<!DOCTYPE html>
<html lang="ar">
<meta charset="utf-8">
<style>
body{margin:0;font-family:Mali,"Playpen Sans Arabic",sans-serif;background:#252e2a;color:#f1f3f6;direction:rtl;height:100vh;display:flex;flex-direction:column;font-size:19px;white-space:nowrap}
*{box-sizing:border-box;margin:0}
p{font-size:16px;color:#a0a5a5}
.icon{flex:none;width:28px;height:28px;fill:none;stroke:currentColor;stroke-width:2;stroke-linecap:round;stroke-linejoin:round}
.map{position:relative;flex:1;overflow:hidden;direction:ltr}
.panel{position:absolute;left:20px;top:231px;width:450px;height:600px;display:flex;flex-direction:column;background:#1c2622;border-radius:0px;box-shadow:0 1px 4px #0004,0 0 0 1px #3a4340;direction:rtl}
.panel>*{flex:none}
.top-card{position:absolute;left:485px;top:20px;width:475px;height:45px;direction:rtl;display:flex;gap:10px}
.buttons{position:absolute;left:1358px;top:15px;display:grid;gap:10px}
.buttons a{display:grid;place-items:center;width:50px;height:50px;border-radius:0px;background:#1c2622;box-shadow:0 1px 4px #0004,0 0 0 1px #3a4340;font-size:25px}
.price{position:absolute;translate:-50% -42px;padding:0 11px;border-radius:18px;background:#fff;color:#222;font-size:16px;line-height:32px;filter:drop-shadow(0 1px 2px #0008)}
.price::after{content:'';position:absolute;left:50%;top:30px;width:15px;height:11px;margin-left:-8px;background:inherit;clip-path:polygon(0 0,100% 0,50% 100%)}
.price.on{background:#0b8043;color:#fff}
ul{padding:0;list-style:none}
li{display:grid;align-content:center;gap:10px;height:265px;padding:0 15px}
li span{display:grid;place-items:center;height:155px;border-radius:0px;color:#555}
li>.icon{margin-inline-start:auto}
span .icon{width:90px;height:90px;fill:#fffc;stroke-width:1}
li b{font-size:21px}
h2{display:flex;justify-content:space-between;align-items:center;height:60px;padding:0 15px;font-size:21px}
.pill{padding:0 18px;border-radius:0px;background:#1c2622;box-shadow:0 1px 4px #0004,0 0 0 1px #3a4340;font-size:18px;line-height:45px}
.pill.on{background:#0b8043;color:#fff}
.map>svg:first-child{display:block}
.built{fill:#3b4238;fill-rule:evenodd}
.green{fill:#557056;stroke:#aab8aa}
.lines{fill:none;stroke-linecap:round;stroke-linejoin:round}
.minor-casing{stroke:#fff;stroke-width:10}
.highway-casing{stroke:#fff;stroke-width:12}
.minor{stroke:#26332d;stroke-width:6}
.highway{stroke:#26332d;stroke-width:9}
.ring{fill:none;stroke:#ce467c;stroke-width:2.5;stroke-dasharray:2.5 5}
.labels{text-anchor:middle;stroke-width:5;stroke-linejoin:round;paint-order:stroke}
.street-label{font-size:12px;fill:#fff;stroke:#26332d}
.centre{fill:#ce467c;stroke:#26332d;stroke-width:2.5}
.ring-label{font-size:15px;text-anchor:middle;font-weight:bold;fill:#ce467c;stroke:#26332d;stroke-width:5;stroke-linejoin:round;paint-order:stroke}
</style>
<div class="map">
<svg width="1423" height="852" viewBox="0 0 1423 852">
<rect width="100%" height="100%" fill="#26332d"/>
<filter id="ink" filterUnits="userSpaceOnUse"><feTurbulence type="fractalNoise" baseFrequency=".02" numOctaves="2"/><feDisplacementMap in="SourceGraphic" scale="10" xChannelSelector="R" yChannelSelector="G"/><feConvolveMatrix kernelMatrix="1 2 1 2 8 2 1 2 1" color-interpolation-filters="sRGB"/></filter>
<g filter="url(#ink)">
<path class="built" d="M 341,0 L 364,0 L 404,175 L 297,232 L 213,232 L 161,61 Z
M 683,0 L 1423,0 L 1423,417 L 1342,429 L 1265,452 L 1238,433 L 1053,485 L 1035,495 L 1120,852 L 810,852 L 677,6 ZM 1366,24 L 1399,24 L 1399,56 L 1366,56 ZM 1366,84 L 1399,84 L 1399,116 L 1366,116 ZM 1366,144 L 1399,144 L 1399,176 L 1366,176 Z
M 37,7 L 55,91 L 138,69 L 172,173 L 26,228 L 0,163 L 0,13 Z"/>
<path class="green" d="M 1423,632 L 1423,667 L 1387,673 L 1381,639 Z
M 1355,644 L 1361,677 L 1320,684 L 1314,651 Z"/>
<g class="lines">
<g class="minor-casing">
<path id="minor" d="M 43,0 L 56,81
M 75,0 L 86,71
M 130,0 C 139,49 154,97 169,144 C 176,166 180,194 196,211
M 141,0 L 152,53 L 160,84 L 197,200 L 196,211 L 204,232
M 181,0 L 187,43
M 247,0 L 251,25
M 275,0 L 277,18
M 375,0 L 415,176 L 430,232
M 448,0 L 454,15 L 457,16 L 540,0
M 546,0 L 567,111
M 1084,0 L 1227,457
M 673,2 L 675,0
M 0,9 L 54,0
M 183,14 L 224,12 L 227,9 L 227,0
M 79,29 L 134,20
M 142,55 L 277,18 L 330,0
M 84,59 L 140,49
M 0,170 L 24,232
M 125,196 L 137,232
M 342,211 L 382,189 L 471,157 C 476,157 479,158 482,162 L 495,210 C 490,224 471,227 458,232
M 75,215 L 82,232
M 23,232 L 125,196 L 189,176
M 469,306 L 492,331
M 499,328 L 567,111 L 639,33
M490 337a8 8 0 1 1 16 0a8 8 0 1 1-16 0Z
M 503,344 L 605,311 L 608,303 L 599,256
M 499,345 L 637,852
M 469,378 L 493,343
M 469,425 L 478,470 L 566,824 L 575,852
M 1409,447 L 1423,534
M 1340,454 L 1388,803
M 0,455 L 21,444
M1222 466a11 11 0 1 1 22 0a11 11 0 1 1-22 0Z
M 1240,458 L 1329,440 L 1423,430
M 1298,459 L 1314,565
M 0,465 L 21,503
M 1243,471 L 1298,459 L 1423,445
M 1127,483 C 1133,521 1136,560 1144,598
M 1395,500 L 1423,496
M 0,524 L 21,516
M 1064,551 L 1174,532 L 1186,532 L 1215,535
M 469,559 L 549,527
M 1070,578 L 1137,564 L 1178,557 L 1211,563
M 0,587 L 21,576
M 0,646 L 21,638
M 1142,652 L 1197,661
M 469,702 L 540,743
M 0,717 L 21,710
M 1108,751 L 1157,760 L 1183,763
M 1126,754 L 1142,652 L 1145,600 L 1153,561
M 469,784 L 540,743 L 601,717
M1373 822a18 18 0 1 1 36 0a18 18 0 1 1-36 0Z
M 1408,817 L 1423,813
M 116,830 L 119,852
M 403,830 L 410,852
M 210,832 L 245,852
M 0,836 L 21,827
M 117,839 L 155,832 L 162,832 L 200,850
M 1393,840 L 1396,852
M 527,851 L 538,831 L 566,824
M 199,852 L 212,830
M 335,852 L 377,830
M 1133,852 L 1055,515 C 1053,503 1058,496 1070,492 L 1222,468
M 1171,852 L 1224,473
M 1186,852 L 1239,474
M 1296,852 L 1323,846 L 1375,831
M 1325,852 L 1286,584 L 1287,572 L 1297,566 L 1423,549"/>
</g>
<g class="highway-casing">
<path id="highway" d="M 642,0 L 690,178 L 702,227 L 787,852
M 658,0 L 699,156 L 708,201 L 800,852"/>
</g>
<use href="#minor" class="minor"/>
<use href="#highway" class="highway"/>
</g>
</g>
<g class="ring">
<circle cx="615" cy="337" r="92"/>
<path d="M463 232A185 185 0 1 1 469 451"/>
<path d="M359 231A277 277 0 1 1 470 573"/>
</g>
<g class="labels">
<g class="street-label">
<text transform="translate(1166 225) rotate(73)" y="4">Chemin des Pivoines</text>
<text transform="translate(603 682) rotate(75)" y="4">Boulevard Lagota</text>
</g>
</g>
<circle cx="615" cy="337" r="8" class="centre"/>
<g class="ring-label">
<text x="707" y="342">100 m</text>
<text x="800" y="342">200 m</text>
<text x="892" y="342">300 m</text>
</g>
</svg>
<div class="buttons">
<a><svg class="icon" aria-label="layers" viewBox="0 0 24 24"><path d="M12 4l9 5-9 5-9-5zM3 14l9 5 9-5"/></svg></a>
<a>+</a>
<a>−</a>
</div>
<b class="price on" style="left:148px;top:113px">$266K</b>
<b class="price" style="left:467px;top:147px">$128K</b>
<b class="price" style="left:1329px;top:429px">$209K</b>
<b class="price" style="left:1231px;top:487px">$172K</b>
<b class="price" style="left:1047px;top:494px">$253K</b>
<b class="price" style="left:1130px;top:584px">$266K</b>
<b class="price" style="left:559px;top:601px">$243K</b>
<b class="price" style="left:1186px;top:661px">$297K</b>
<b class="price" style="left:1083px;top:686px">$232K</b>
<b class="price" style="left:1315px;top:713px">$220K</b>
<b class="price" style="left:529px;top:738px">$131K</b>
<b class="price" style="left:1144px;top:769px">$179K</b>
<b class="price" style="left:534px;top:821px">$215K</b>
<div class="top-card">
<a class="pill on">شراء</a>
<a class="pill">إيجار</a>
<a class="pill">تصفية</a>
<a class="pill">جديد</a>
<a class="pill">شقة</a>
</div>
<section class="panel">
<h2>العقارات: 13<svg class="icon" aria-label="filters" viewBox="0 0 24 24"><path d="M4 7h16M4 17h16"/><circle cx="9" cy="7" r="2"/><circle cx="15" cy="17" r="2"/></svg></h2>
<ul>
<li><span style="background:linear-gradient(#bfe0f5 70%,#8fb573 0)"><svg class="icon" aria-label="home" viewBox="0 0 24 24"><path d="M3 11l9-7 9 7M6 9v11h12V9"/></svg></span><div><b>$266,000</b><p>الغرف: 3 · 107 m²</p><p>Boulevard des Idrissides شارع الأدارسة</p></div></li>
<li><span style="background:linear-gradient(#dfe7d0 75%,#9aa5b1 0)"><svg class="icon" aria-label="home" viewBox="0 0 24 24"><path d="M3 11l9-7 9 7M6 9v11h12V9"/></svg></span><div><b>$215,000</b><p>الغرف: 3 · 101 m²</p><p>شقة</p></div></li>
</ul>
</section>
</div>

* **WORK ORDER**
Wherever the word "lines" turns up in the material, copy the whole line.

* **WRITTEN ANSWER**
.lines{fill:none;stroke-linecap:round;stroke-linejoin:round}
<g class="lines">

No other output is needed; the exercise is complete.